If something they’re doing feels good, let your partner know. Saying things like “it feels so good when you lick my clit just like that,” or “I love it when you stroke my cock that way” while they’re in the act is not only the perfect way to guide them as to what feels good, but also makes for some stimulating dirty talk.
If you want more pressure, or you need them to go slower, or faster, or slip a finger in somewhere, gently communicate that to them. If they’re doing something that you really don’t like, be gentle about it and don’t make them feel bad. Maybe guide their hand to show them how you like it instead. Or suggest, “Can you try it like this?” “Can you lick me from side to side?” etc.

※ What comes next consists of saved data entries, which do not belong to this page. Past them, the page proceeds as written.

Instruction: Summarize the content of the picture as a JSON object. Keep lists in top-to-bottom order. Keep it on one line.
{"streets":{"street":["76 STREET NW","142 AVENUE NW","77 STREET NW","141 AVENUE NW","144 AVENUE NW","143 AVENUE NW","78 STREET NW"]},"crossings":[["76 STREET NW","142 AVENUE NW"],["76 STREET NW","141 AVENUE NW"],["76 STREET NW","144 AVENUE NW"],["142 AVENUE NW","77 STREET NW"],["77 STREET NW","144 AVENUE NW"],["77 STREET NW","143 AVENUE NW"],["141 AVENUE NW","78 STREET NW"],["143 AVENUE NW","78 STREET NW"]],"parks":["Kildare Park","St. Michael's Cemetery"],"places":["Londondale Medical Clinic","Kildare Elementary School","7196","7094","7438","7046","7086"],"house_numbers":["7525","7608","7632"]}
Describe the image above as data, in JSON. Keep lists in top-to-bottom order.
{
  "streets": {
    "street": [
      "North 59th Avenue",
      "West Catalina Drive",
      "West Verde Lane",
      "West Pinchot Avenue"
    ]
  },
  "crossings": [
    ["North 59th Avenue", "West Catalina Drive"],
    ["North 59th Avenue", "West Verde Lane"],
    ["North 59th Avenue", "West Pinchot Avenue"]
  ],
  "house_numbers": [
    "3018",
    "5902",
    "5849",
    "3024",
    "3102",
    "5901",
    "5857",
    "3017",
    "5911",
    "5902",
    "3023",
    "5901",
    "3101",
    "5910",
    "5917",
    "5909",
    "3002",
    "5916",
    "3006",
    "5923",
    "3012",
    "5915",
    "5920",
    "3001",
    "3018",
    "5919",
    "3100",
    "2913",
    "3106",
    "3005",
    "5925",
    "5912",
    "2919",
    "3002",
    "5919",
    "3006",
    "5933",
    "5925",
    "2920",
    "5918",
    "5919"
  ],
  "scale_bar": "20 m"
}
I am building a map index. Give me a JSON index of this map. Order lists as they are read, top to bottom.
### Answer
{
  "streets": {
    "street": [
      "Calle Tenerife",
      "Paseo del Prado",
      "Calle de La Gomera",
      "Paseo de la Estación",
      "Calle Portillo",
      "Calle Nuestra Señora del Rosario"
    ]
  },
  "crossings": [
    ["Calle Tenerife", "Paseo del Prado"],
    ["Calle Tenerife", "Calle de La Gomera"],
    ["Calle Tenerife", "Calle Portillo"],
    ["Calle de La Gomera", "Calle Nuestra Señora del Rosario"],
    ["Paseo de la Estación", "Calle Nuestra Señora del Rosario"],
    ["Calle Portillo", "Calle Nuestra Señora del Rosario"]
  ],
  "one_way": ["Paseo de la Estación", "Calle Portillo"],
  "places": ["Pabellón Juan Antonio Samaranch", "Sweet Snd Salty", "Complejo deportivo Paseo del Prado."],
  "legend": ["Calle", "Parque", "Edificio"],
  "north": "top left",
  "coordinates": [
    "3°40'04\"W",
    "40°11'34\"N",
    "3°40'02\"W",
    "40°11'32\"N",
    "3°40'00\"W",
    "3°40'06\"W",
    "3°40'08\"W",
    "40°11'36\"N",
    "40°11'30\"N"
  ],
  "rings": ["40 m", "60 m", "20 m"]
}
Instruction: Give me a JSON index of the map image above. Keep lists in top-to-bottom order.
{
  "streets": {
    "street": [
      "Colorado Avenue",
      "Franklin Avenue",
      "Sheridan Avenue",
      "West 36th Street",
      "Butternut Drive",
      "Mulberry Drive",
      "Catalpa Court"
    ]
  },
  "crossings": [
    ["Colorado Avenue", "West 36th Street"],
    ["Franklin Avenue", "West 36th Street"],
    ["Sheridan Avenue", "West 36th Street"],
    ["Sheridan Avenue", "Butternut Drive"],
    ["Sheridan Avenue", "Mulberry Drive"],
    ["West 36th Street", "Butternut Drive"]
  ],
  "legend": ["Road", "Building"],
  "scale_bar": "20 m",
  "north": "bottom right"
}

And when they start doing what feels good to you, based on your guidance, let them know “yes, that feels so good”, “yes, just like that,” etc.
It might be hard at first, but you’ll get used to it, especially when everything starts to feel really, really good.
Know that the orgasm isn’t the goal – pleasure is.
Take the focus off climaxing, and just focus on the pleasure. Remember the cliché: it’s not about the destination -- it’s about the journey.
By taking pressure off yourself and your partner to achieve an orgasm, you can focus on just pleasing each other and enjoying each other’s bodies. Enjoying these moments and the intimacy between you will also encourage you to experiment with each other and learn more about each other’s reactions and responses.
If an orgasm happens, great. But it doesn’t have to!
Give yourself the real pleasure you deserve -- and be the honest lover your partner deserves!
That’s part of how you can truly become a sex god or goddess.